This rule determines if text and controls have enough color contrast.
Text and interactive elements need to have high contrast so that the content is readable to everyone. High contrast especially benefits site visitors that may have low vision, color blindness, or are aging. It can also help mobile users still see content even if the screen is being affected by sun glare.
The W3C Web Content Accessibility Guidelines 2.0 define specific contrast ratios that must be met in order to comply at particular levels. In order to meet the guidelines at Level AA, text or images of text must have a contrast ratio of at least 4.5:1 (or 3:1 for large text). In order to meet the guidelines at the stricter Level AAA, the contrast ratio must be at least 7:1 (or 4.5:1 for large text).

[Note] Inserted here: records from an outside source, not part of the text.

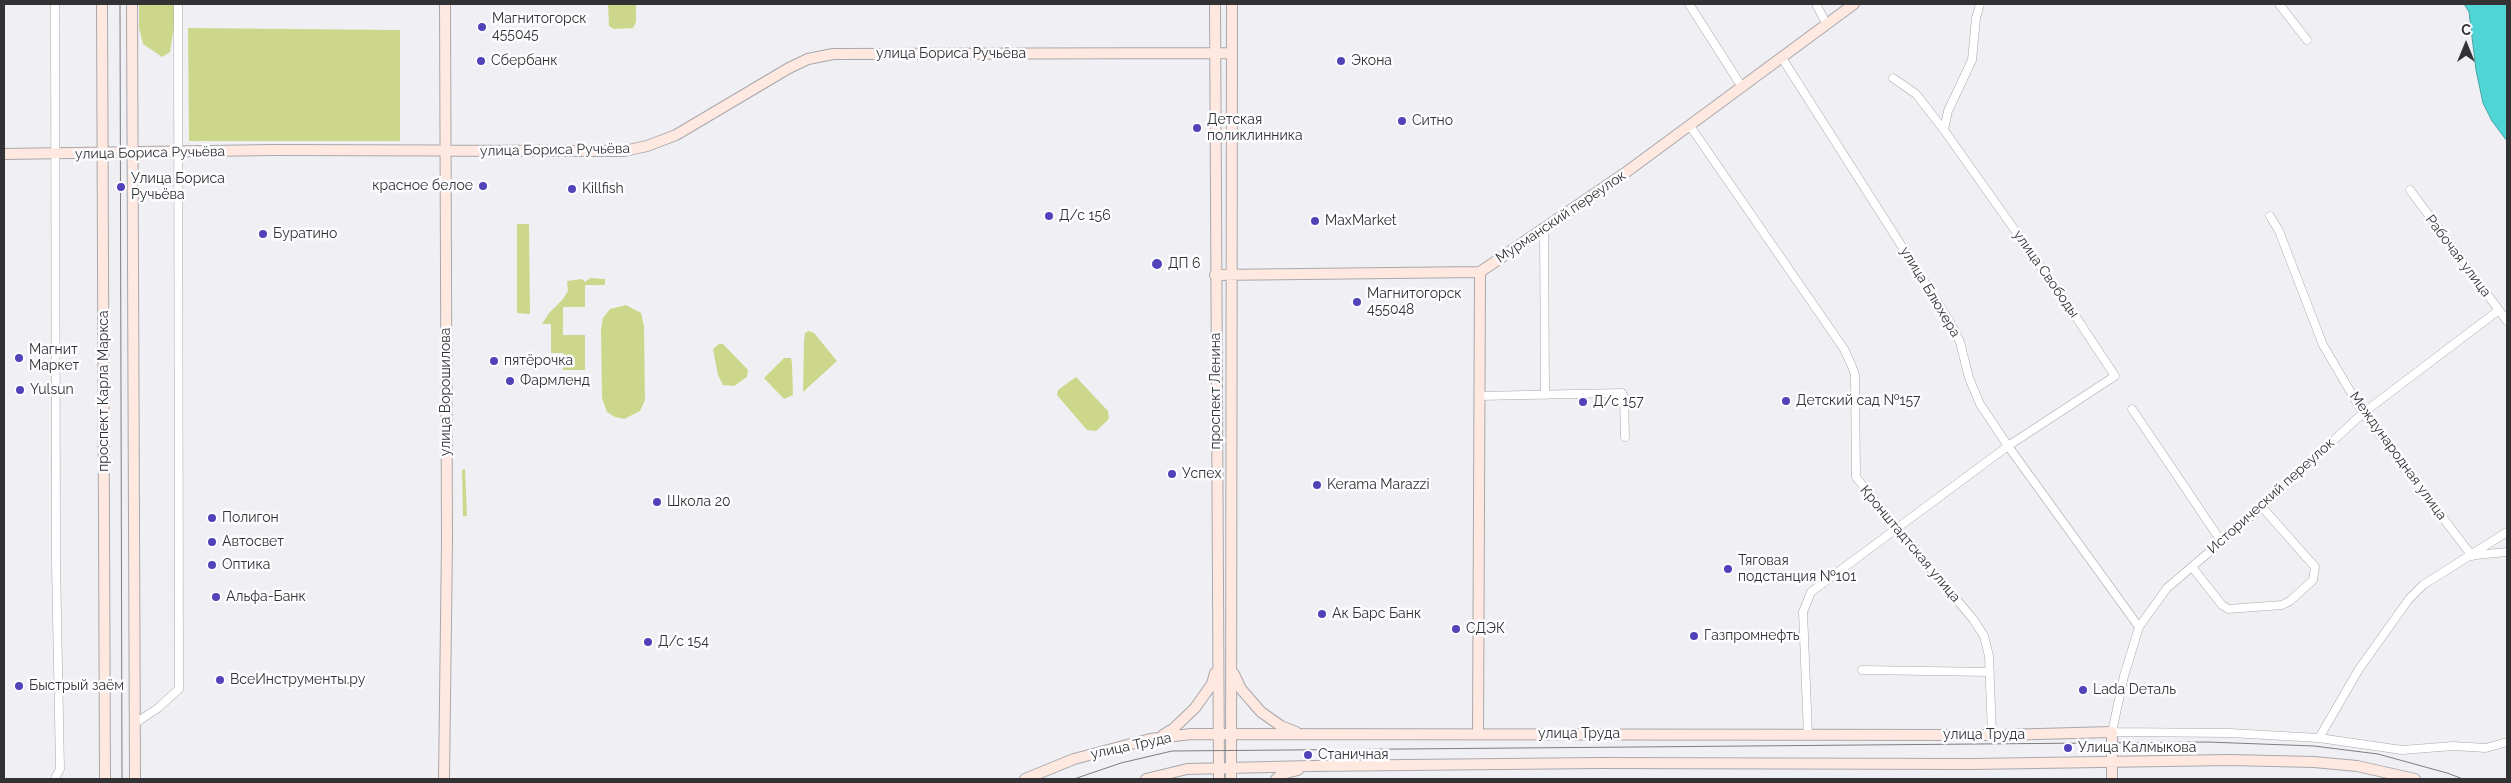 <!DOCTYPE html>
<html>
<head>
<meta charset="utf-8">
<style>
  body { margin:0 }
  #map { position:relative; width:2511px; height:783px; overflow:hidden; background:#f0f0f4; font-family:Raleway,sans-serif }
  canvas { display:block }
  .frame { position:absolute; inset:0; border:5px solid #323234; pointer-events:none }
  .north { position:absolute; left:2441px; top:20px; width:50px; height:50px; -webkit-text-stroke:4px #fdfdff; paint-order:stroke; rotate:0deg; font-size:14px; font-weight:700; line-height:20px; text-align:center; color:#323234 }
  .north::after { content:''; display:block; margin:auto; width:18px; height:22px; background:#323234; clip-path:polygon(50% 0,100% 100%,50% 72%,0 100%) }
</style>
</head>
<body>
<div id="map">
<canvas width="2511" height="783"></canvas>
<div class="frame"></div>
<div class="north">С</div>
</div>
<script>
const g = document.querySelector('canvas').getContext('2d');
g.lineJoin = 'round';
function paint(path, color) { g.fillStyle = color; g.fill(path, 'evenodd'); }
const poly = rows => new Path2D(rows.map(r => 'M' + r).join(''));
function stroke(path, color, width, dash) { g.strokeStyle = color; g.lineWidth = width; g.lineCap = dash ? 'butt' : 'round'; g.setLineDash(dash || []); g.stroke(path); }
function drawText(font, color, halo, rows, align = 'center') {
  g.font = font + ' Raleway,sans-serif'; g.lineWidth = 5; g.setLineDash([]); g.textBaseline = 'middle'; g.strokeStyle = halo; g.fillStyle = color; for (const [text, x, y, turn = 0] of rows) {
    g.save(); g.translate(x, y); g.rotate((+turn || 0) * Math.PI / 180); g.textAlign = isNaN(turn) ? turn : align; if (halo) g.strokeText(text, 0, 0); g.fillText(text, 0, 0); g.restore();
  }
}
paint(poly([
  [139,4,174,4,174,26,170,52,162,57,143,44,139,28],
  [608,4,636,4,636,22,633,28,614,29,609,26],
  [188,28,400,30,400,141,189,141],
  [517,224,529,224,530,314,517,313],
  [590,278,605,279,605,285,585,285,585,307,563,307,563,335,585,335,585,370,563,370,563,353,551,353,551,324,542,324,549,313,563,299,568,291,567,281,582,279,585,282],
  [626,305,641,313,644,326,645,400,640,411,624,419,615,417,607,412,602,398,601,329,603,318,610,309],
  [809,331,814,333,837,361,803,392,804,342,805,333],
  [719,344,723,344,748,370,747,377,734,386,723,385,718,375,713,349],
  [784,358,791,358,792,363,793,395,784,399,764,378],
  [1076,377,1108,411,1109,418,1107,421,1096,431,1087,430,1057,395,1058,390],
  [465,469,467,516,463,516,462,470]
]), '#cdd78c');
const water = poly([
  [2464,4,2507,4,2507,141,2492,121,2483,103,2476,70,2469,12,2464,4]
]);
paint(water, '#50d5d6');
stroke(water, '#47a4a5', 1);
const street = poly([
  [55,4,56,564,60,769,56,776],
  [1689,4,1742,87],
  [1816,4,1826,23],
  [2279,4,2307,40],
  [1782,58,1950,322,1960,342,1969,378,1980,404,2008,446,2139,627],
  [1690,126,1844,349,1851,364,1855,375,1856,477,1897,529,1973,619,1984,636,1989,656,1992,735],
  [1944,130,1948,111,1972,60,1976,18,1980,4],
  [2410,190,2507,321],
  [2270,216,2279,231,2323,345,2363,413,2472,556],
  [1544,228,1545,395],
  [2499,310,2363,413,2262,507,2167,588,2139,627,2124,676,2112,732,2230,733,2319,738,2402,750,2453,746,2486,748,2507,742],
  [1479,396,1622,393,1624,397,1625,437],
  [2132,409,2221,541],
  [2476,555,2507,552],
  [2192,567,2222,605,2228,609,2282,605,2290,601,2313,580,2315,567,2262,507],
  [1862,670,1990,672],
  [134,724,158,708,179,689,178,4],
  [1808,735,1803,612,1811,592,2008,446,2115,376,2072,311,1944,130,1916,94,1893,78],
  [2319,738,2359,669,2409,599,2423,585,2507,532]
]);
const secondary = poly([
  [102,4,105,779],
  [132,4,135,779],
  [1215,4,1219,779],
  [4,154,274,150,624,151,647,146,676,135,789,68,808,59,833,54,1232,53],
  [1215,275,1480,272,1625,173,1854,4],
  [1234,674,1241,689,1261,712,1281,726,1296,732],
  [1478,734,1480,272],
  [1163,735,1173,729,1195,708,1212,684,1215,673],
  [444,779,447,541,445,4],
  [1025,779,1074,759,1150,739,1191,734,2003,735,2112,732,2112,779],
  [1146,779,1187,769,1311,766,1599,763,1972,764,2230,760,2314,762,2357,766,2415,779],
  [1231,779,1232,4],
  [1276,779,1282,774,1298,770]
]);
stroke(street, '#a8a8ac', 9);
stroke(secondary, '#a8a8ac', 12);
stroke(street, '#fff', 8);
stroke(secondary, '#fee8e0', 10);
stroke(poly([
  [120,4,122,779],
  [1074,779,1121,763,1172,751,2208,742,2314,746,2378,754,2447,773,2463,779]
]), '#7d7d80', 1);
for (const [x, y, r, color] of [
  [482,27,5,"#5142ba"],
  [481,61,5,"#5142ba"],
  [1341,61,5,"#5142ba"],
  [1402,121,5,"#5142ba"],
  [1197,128,5,"#5142ba"],
  [483,186,5,"#5142ba"],
  [121,187,5,"#5142ba"],
  [572,189,5,"#5142ba"],
  [1049,216,5,"#5142ba"],
  [1315,221,5,"#5142ba"],
  [263,234,5,"#5142ba"],
  [1157,264,6,"#5142ba"],
  [1357,302,5,"#5142ba"],
  [19,358,5,"#5142ba"],
  [494,361,5,"#5142ba"],
  [510,381,5,"#5142ba"],
  [20,390,5,"#5142ba"],
  [1786,401,5,"#5142ba"],
  [1583,402,5,"#5142ba"],
  [1172,474,5,"#5142ba"],
  [1317,485,5,"#5142ba"],
  [657,502,5,"#5142ba"],
  [212,518,5,"#5142ba"],
  [212,542,5,"#5142ba"],
  [212,565,5,"#5142ba"],
  [1728,569,5,"#5142ba"],
  [216,597,5,"#5142ba"],
  [1322,614,5,"#5142ba"],
  [1456,629,5,"#5142ba"],
  [1694,636,5,"#5142ba"],
  [648,642,5,"#5142ba"],
  [220,680,5,"#5142ba"],
  [19,686,5,"#5142ba"],
  [2083,690,5,"#5142ba"],
  [2068,748,5,"#5142ba"],
  [1308,755,5,"#5142ba"]
]) { const dot = new Path2D(); dot.arc(x, y, r, 0, 2 * Math.PI); g.fillStyle = color; g.fill(dot); stroke(dot, '#fdfdff', 2); }
drawText('14px', '#323234', '#fdfdff', [
  ["Магнитогорск",492,19],
  ["455045",492,35],
  ["Сбербанк",491,61],
  ["Экона",1351,61],
  ["Детская",1207,120],
  ["поликлинника",1207,136],
  ["Ситно",1412,121],
  ["Улица Бориса",131,179],
  ["Ручьёва",131,195],
  ["красное белое",473,186,"right"],
  ["Killfish",582,189],
  ["Д/с 156",1059,216],
  ["MaxMarket",1325,221],
  ["Буратино",273,234],
  ["ДП 6",1168,264],
  ["Магнитогорск",1367,294],
  ["455048",1367,310],
  ["Магнит",29,350],
  ["Маркет",29,366],
  ["пятёрочка",504,361],
  ["Фармленд",520,381],
  ["Yulsun",30,390],
  ["Детский сад №157",1796,401],
  ["Д/с 157",1593,402],
  ["Успех",1182,474],
  ["Kerama Marazzi",1327,485],
  ["Школа 20",667,502],
  ["Полигон",222,518],
  ["Автосвет",222,542],
  ["Тяговая",1738,561],
  ["подстанция №101",1738,577],
  ["Оптика",222,565],
  ["Альфа-Банк",226,597],
  ["Ак Барс Банк",1332,614],
  ["СДЭК",1466,629],
  ["Газпромнефть",1704,636],
  ["Д/с 154",658,642],
  ["ВсеИнструменты.ру",230,680],
  ["Быстрый заём",29,686],
  ["Lada Dеталь",2093,690],
  ["Улица Калмыкова",2078,748],
  ["Станичная",1318,755]
], 'left');
drawText('14px', '#323234', '#fdfdff', [
  ["улица Бориса Ручьёва",951,54],
  ["улица Бориса Ручьёва",555,150,-1],
  ["улица Бориса Ручьёва",150,153,-1],
  ["Мурманский переулок",1561,217,-34],
  ["Рабочая улица",2458,256,53],
  ["улица Свободы",2046,274,55],
  ["улица Блюхера",1930,292,59],
  ["проспект Карла Маркса",104,391,-90],
  ["проспект Ленина",1216,391,-90],
  ["улица Ворошилова",446,392,-90],
  ["Международная улица",2398,456,54],
  ["Исторический переулок",2271,496,-42],
  ["Кронштадтская улица",1910,544,50],
  ["улица Труда",1579,734],
  ["улица Труда",1984,735],
  ["улица Труда",1131,746,-12]
]);
</script>
</body>
</html>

There are some exceptions to this rule, including:
- Large text (defined as 14 point and bold or larger, or 18 point or larger) must have a contrast ratio of at least
- Text or images of text that are part of an inactive user interface component, that are pure decoration, that are not visible to anyone, or that are part of a picture that contains significant other visual content, have no contrast requirement.
- Text that is part of a logo or brand name has no minimum contrast requirement.
Determining color contrast ratio programmatically is limited due to technical limitations (browser doesn’t provide enough information) or for certain scenarios like the text on an image, or the background has a gradient. Therefore in some cases, a manual check is required to ensure the color contrast matches the requirements.